» **ACTION ITEM**: Retype each entry below precisely as it reads.

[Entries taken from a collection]
◆ ◆ ◆

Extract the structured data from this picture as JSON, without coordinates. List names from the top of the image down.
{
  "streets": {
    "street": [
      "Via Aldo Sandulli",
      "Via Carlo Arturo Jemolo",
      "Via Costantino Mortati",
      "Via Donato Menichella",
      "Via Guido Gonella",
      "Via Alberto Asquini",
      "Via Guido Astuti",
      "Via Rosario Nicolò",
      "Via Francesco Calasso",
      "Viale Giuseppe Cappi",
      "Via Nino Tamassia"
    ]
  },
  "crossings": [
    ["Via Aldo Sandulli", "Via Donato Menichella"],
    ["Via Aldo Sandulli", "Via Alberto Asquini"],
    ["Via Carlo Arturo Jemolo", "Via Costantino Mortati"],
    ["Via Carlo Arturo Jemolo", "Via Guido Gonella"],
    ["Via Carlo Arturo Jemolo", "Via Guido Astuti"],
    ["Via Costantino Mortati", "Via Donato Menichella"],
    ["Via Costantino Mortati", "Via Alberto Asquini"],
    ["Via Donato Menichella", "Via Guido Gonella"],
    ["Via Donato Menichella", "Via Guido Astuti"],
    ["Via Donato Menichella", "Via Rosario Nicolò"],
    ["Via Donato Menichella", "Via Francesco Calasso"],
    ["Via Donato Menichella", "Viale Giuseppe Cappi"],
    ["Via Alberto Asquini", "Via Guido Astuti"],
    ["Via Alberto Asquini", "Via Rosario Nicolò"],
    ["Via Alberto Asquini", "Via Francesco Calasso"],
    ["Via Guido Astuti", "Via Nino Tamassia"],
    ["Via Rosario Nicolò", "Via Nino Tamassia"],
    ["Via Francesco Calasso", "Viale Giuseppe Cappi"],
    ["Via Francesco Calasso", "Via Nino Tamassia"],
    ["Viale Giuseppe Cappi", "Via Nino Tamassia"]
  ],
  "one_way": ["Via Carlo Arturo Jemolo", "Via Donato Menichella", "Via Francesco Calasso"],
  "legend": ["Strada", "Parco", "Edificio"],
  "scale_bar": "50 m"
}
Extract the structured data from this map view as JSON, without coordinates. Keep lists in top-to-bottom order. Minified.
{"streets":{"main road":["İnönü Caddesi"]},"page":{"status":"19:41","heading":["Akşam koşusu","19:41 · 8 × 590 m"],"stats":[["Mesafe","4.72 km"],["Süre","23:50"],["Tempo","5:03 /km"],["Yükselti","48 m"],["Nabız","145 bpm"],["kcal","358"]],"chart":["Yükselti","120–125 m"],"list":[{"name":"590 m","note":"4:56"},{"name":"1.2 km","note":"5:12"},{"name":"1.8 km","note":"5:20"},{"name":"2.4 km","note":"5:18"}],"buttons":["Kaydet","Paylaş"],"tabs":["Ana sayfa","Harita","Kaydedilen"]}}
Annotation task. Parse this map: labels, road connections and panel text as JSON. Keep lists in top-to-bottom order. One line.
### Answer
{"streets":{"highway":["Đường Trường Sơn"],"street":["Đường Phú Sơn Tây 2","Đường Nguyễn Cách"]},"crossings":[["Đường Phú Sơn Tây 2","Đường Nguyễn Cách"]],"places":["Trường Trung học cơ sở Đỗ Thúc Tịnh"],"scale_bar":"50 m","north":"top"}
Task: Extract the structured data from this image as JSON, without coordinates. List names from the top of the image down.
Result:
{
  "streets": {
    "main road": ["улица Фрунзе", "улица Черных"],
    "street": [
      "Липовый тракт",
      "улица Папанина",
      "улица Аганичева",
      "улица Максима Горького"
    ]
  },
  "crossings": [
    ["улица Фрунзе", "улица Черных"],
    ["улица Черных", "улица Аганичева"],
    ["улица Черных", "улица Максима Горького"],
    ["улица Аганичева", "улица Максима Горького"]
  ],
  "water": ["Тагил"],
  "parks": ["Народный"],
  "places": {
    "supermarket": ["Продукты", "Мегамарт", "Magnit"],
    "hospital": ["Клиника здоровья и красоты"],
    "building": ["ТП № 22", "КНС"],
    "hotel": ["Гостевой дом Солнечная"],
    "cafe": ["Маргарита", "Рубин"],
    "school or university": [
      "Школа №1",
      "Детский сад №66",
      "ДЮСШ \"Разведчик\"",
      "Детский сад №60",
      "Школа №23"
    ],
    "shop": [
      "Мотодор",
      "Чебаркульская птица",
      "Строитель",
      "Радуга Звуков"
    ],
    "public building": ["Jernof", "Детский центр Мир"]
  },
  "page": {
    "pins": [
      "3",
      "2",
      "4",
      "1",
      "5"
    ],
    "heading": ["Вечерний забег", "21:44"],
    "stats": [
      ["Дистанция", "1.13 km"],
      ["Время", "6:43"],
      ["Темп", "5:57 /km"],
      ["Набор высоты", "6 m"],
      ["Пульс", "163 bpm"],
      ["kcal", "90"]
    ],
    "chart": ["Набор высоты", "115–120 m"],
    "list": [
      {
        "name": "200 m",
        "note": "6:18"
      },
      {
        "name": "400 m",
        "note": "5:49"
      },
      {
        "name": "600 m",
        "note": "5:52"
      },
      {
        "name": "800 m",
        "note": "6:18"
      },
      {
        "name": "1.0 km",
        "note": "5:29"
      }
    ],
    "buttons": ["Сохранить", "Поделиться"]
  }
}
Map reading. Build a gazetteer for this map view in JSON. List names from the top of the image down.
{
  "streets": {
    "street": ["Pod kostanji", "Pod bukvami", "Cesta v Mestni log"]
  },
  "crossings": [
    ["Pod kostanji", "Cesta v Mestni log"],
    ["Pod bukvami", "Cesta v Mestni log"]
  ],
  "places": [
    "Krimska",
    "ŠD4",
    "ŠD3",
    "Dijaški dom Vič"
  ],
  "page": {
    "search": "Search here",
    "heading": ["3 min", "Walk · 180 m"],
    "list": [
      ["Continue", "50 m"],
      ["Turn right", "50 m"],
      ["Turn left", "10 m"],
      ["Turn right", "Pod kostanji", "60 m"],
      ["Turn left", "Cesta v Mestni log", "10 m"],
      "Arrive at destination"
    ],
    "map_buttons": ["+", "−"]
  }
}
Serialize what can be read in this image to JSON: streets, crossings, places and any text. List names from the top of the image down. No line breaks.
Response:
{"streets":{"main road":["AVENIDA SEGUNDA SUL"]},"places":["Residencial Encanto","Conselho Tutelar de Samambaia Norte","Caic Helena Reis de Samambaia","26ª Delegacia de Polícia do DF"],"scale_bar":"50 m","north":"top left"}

◆ ◆ ◆

» **EXERCISE RESPONSE**:
Extract the structured data from this picture as JSON, without coordinates. List names from the top of the image down.
{
  "streets": {
    "street": [
      "Via Aldo Sandulli",
      "Via Carlo Arturo Jemolo",
      "Via Costantino Mortati",
      "Via Donato Menichella",
      "Via Guido Gonella",
      "Via Alberto Asquini",
      "Via Guido Astuti",
      "Via Rosario Nicolò",
      "Via Francesco Calasso",
      "Viale Giuseppe Cappi",
      "Via Nino Tamassia"
    ]
  },
  "crossings": [
    ["Via Aldo Sandulli", "Via Donato Menichella"],
    ["Via Aldo Sandulli", "Via Alberto Asquini"],
    ["Via Carlo Arturo Jemolo", "Via Costantino Mortati"],
    ["Via Carlo Arturo Jemolo", "Via Guido Gonella"],
    ["Via Carlo Arturo Jemolo", "Via Guido Astuti"],
    ["Via Costantino Mortati", "Via Donato Menichella"],
    ["Via Costantino Mortati", "Via Alberto Asquini"],
    ["Via Donato Menichella", "Via Guido Gonella"],
    ["Via Donato Menichella", "Via Guido Astuti"],
    ["Via Donato Menichella", "Via Rosario Nicolò"],
    ["Via Donato Menichella", "Via Francesco Calasso"],
    ["Via Donato Menichella", "Viale Giuseppe Cappi"],
    ["Via Alberto Asquini", "Via Guido Astuti"],
    ["Via Alberto Asquini", "Via Rosario Nicolò"],
    ["Via Alberto Asquini", "Via Francesco Calasso"],
    ["Via Guido Astuti", "Via Nino Tamassia"],
    ["Via Rosario Nicolò", "Via Nino Tamassia"],
    ["Via Francesco Calasso", "Viale Giuseppe Cappi"],
    ["Via Francesco Calasso", "Via Nino Tamassia"],
    ["Viale Giuseppe Cappi", "Via Nino Tamassia"]
  ],
  "one_way": ["Via Carlo Arturo Jemolo", "Via Donato Menichella", "Via Francesco Calasso"],
  "legend": ["Strada", "Parco", "Edificio"],
  "scale_bar": "50 m"
}
Extract the structured data from this map view as JSON, without coordinates. Keep lists in top-to-bottom order. Minified.
{"streets":{"main road":["İnönü Caddesi"]},"page":{"status":"19:41","heading":["Akşam koşusu","19:41 · 8 × 590 m"],"stats":[["Mesafe","4.72 km"],["Süre","23:50"],["Tempo","5:03 /km"],["Yükselti","48 m"],["Nabız","145 bpm"],["kcal","358"]],"chart":["Yükselti","120–125 m"],"list":[{"name":"590 m","note":"4:56"},{"name":"1.2 km","note":"5:12"},{"name":"1.8 km","note":"5:20"},{"name":"2.4 km","note":"5:18"}],"buttons":["Kaydet","Paylaş"],"tabs":["Ana sayfa","Harita","Kaydedilen"]}}
Annotation task. Parse this map: labels, road connections and panel text as JSON. Keep lists in top-to-bottom order. One line.
### Answer
{"streets":{"highway":["Đường Trường Sơn"],"street":["Đường Phú Sơn Tây 2","Đường Nguyễn Cách"]},"crossings":[["Đường Phú Sơn Tây 2","Đường Nguyễn Cách"]],"places":["Trường Trung học cơ sở Đỗ Thúc Tịnh"],"scale_bar":"50 m","north":"top"}
Task: Extract the structured data from this image as JSON, without coordinates. List names from the top of the image down.
Result:
{
  "streets": {
    "main road": ["улица Фрунзе", "улица Черных"],
    "street": [
      "Липовый тракт",
      "улица Папанина",
      "улица Аганичева",
      "улица Максима Горького"
    ]
  },
  "crossings": [
    ["улица Фрунзе", "улица Черных"],
    ["улица Черных", "улица Аганичева"],
    ["улица Черных", "улица Максима Горького"],
    ["улица Аганичева", "улица Максима Горького"]
  ],
  "water": ["Тагил"],
  "parks": ["Народный"],
  "places": {
    "supermarket": ["Продукты", "Мегамарт", "Magnit"],
    "hospital": ["Клиника здоровья и красоты"],
    "building": ["ТП № 22", "КНС"],
    "hotel": ["Гостевой дом Солнечная"],
    "cafe": ["Маргарита", "Рубин"],
    "school or university": [
      "Школа №1",
      "Детский сад №66",
      "ДЮСШ \"Разведчик\"",
      "Детский сад №60",
      "Школа №23"
    ],
    "shop": [
      "Мотодор",
      "Чебаркульская птица",
      "Строитель",
      "Радуга Звуков"
    ],
    "public building": ["Jernof", "Детский центр Мир"]
  },
  "page": {
    "pins": [
      "3",
      "2",
      "4",
      "1",
      "5"
    ],
    "heading": ["Вечерний забег", "21:44"],
    "stats": [
      ["Дистанция", "1.13 km"],
      ["Время", "6:43"],
      ["Темп", "5:57 /km"],
      ["Набор высоты", "6 m"],
      ["Пульс", "163 bpm"],
      ["kcal", "90"]
    ],
    "chart": ["Набор высоты", "115–120 m"],
    "list": [
      {
        "name": "200 m",
        "note": "6:18"
      },
      {
        "name": "400 m",
        "note": "5:49"
      },
      {
        "name": "600 m",
        "note": "5:52"
      },
      {
        "name": "800 m",
        "note": "6:18"
      },
      {
        "name": "1.0 km",
        "note": "5:29"
      }
    ],
    "buttons": ["Сохранить", "Поделиться"]
  }
}
Map reading. Build a gazetteer for this map view in JSON. List names from the top of the image down.
{
  "streets": {
    "street": ["Pod kostanji", "Pod bukvami", "Cesta v Mestni log"]
  },
  "crossings": [
    ["Pod kostanji", "Cesta v Mestni log"],
    ["Pod bukvami", "Cesta v Mestni log"]
  ],
  "places": [
    "Krimska",
    "ŠD4",
    "ŠD3",
    "Dijaški dom Vič"
  ],
  "page": {
    "search": "Search here",
    "heading": ["3 min", "Walk · 180 m"],
    "list": [
      ["Continue", "50 m"],
      ["Turn right", "50 m"],
      ["Turn left", "10 m"],
      ["Turn right", "Pod kostanji", "60 m"],
      ["Turn left", "Cesta v Mestni log", "10 m"],
      "Arrive at destination"
    ],
    "map_buttons": ["+", "−"]
  }
}
Serialize what can be read in this image to JSON: streets, crossings, places and any text. List names from the top of the image down. No line breaks.
Response:
{"streets":{"main road":["AVENIDA SEGUNDA SUL"]},"places":["Residencial Encanto","Conselho Tutelar de Samambaia Norte","Caic Helena Reis de Samambaia","26ª Delegacia de Polícia do DF"],"scale_bar":"50 m","north":"top left"}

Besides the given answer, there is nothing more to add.